A lot of the histories talk about the seeds of the breakup being planted in August 1966 when they stopped touring, or with Brian’s death, but that’s not shown by the facts. August ’66 to August ’67 a fascinating period, one I hope to write about in a novel someday, but what’s fascinating about it was that the group seems to have pulled off the big shift from performing band to studio group nearly effortlessly. Unlike the Revolver sessions (where Paul stormed out) and White (where Ringo left), interpersonal relations within the Beatles seem particularly happy and low-key from Fall 1966 to February 1968. They’re sad when Brian dies, but still very productive; Lennon’s later characterization of the period as one of misery and crisis for him isn’t visible in any external way. He’s writing a lot, and well; he’s partying in London; he’s working closely with Paul and committed to the group. Contrast this with a year later, when he’s holed up in Montague Square doing H, and basically slamming his hand down on every self-destruct button he can reach.

Sometimes I think the inciting incident was something external, something private that happened in the world—John and Paul started having sex, or stopped, or talked about it, or stopped talking about it; perhaps something powerful happened inside the friendship at the core of the Beatles. One of them said or did something, and the other guy got mad, or felt betrayed, or something.

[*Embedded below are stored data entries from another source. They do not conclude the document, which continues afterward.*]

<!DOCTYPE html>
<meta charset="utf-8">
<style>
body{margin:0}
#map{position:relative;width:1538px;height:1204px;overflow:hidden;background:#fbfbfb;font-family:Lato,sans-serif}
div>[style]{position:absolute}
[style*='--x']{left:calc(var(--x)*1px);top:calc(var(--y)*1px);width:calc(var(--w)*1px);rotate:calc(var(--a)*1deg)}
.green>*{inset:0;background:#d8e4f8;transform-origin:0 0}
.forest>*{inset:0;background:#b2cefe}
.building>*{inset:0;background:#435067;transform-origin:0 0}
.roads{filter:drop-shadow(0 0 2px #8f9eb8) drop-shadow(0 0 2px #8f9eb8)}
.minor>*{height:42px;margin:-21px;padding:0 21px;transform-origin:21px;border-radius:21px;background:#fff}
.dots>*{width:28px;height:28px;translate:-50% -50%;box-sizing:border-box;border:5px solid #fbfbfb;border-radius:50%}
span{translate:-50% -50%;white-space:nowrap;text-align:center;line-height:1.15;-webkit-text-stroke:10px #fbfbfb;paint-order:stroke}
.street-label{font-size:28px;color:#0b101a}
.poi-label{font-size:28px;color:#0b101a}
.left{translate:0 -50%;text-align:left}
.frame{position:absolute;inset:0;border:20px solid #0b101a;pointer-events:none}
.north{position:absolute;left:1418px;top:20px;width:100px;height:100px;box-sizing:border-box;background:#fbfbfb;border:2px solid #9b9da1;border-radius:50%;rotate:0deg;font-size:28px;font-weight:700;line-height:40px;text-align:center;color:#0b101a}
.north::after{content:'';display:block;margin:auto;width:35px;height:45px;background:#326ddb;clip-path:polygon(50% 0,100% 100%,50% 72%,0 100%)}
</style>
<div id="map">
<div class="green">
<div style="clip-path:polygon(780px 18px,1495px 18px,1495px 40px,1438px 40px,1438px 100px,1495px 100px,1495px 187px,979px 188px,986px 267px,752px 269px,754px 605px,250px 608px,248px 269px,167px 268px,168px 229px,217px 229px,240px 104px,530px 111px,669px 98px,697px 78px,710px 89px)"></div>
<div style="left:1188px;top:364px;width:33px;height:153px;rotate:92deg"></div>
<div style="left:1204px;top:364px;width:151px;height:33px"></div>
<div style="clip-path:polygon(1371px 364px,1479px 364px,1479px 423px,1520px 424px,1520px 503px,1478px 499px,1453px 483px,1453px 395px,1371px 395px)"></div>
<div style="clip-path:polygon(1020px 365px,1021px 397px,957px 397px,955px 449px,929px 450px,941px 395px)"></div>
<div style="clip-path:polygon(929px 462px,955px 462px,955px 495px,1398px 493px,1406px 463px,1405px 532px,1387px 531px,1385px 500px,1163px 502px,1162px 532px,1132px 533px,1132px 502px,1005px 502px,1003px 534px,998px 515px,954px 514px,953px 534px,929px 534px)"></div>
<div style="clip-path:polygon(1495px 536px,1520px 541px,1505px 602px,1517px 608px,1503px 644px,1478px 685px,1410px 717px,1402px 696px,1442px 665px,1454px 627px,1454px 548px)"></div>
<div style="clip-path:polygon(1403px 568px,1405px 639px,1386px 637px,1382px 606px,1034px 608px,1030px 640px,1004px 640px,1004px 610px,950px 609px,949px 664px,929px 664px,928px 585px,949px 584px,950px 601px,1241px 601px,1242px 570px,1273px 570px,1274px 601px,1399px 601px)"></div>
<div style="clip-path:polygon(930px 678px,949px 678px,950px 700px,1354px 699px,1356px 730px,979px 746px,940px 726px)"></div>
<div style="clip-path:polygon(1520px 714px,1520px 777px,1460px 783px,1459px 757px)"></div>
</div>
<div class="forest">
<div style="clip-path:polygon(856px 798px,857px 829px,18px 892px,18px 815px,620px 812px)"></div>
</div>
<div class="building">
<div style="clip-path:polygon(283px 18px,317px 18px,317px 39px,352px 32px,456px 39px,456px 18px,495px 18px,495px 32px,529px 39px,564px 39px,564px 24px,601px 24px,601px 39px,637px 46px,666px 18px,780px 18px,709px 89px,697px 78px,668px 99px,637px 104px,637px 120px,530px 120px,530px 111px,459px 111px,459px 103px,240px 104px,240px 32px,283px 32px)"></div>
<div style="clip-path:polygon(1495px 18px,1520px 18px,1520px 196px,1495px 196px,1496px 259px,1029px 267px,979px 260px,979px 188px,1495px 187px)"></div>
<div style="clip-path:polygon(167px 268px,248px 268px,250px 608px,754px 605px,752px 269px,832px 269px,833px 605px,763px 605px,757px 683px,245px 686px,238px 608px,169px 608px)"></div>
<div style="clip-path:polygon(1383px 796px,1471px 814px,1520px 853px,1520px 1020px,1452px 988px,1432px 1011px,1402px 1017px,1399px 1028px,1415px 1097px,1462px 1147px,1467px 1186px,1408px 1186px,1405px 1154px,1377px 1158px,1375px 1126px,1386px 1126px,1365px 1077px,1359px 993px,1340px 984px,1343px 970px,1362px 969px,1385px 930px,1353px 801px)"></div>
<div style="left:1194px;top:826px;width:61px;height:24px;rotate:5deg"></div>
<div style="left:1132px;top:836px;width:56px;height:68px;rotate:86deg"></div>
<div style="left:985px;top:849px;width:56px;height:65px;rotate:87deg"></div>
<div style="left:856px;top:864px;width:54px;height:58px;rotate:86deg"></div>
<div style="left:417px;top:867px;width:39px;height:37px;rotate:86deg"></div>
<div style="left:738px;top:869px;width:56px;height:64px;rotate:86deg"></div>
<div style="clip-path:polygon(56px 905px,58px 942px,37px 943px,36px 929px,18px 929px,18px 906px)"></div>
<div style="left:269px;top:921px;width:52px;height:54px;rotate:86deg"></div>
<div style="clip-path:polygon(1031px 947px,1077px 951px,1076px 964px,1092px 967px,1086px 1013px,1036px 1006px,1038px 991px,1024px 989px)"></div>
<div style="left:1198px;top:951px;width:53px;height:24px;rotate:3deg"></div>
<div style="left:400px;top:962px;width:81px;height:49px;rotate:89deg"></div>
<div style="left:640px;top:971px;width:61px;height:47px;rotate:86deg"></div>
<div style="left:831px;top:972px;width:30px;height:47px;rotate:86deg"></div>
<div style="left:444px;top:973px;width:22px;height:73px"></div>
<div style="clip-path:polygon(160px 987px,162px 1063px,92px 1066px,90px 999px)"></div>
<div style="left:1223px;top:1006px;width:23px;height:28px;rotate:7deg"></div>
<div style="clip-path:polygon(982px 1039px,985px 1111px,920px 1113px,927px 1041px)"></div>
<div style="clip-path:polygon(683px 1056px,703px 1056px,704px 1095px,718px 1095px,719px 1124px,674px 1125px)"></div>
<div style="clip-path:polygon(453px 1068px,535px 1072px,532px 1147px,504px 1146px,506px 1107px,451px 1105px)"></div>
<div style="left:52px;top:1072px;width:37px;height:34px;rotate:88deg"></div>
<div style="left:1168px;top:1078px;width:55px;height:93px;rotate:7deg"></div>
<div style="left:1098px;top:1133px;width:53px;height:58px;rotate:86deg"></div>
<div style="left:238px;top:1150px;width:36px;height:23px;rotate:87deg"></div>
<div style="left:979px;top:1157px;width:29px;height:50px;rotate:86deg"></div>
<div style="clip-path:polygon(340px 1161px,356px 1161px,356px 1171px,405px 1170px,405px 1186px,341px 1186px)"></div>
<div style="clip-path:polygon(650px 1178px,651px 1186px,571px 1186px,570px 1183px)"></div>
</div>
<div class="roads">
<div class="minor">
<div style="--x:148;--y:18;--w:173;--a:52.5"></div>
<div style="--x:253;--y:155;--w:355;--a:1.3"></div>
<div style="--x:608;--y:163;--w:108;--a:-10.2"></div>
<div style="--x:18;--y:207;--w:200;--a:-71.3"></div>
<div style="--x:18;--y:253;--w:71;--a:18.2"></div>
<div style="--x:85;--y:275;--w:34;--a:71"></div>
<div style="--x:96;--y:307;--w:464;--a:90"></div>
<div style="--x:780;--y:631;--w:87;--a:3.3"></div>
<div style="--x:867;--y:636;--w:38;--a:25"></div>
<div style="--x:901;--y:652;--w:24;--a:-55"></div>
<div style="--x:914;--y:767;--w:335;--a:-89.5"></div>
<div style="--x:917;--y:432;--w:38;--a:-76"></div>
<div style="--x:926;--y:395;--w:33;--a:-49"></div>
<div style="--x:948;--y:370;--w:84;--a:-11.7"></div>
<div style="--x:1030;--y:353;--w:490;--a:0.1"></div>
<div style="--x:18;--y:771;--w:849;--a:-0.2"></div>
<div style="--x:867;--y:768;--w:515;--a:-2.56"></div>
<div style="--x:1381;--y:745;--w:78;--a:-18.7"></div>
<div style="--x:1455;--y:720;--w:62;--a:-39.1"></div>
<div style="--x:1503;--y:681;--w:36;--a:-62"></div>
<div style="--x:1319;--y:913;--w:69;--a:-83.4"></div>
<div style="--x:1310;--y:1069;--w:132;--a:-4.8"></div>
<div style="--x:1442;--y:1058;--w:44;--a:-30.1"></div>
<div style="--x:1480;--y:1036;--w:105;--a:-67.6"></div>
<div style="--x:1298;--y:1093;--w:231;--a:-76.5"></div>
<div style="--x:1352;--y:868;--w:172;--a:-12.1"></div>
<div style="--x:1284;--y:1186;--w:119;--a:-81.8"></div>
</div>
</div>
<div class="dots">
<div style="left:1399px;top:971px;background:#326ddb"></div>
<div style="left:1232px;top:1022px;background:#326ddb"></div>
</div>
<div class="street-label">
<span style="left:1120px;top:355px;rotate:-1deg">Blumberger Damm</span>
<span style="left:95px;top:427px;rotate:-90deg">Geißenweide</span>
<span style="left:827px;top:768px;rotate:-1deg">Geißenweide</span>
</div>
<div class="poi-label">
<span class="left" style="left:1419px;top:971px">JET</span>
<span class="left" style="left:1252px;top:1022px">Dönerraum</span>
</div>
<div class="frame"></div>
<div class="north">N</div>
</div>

But increasingly I think it was a meditation-induced breakdown (called among those of us who know “a spiritual emergency” or “kundalini emergency”) which broke something in Lennon that had managed to stay whole for all of Beatlemania. It could’ve been fixed, and should’ve been fixed, or better yet never should’ve happened. Harrison meditated just as much, but had no such breakdown, probably because he’d tapered off drugs earlier, and had been studying with established Hindu teachers for 18 months before heading off to Rishikesh.

I do not know. It may not be knowable. But @Matt’s right, and Peter Jackson’s right too, in spite of himself: India, not Get Back, is the core of the breakup.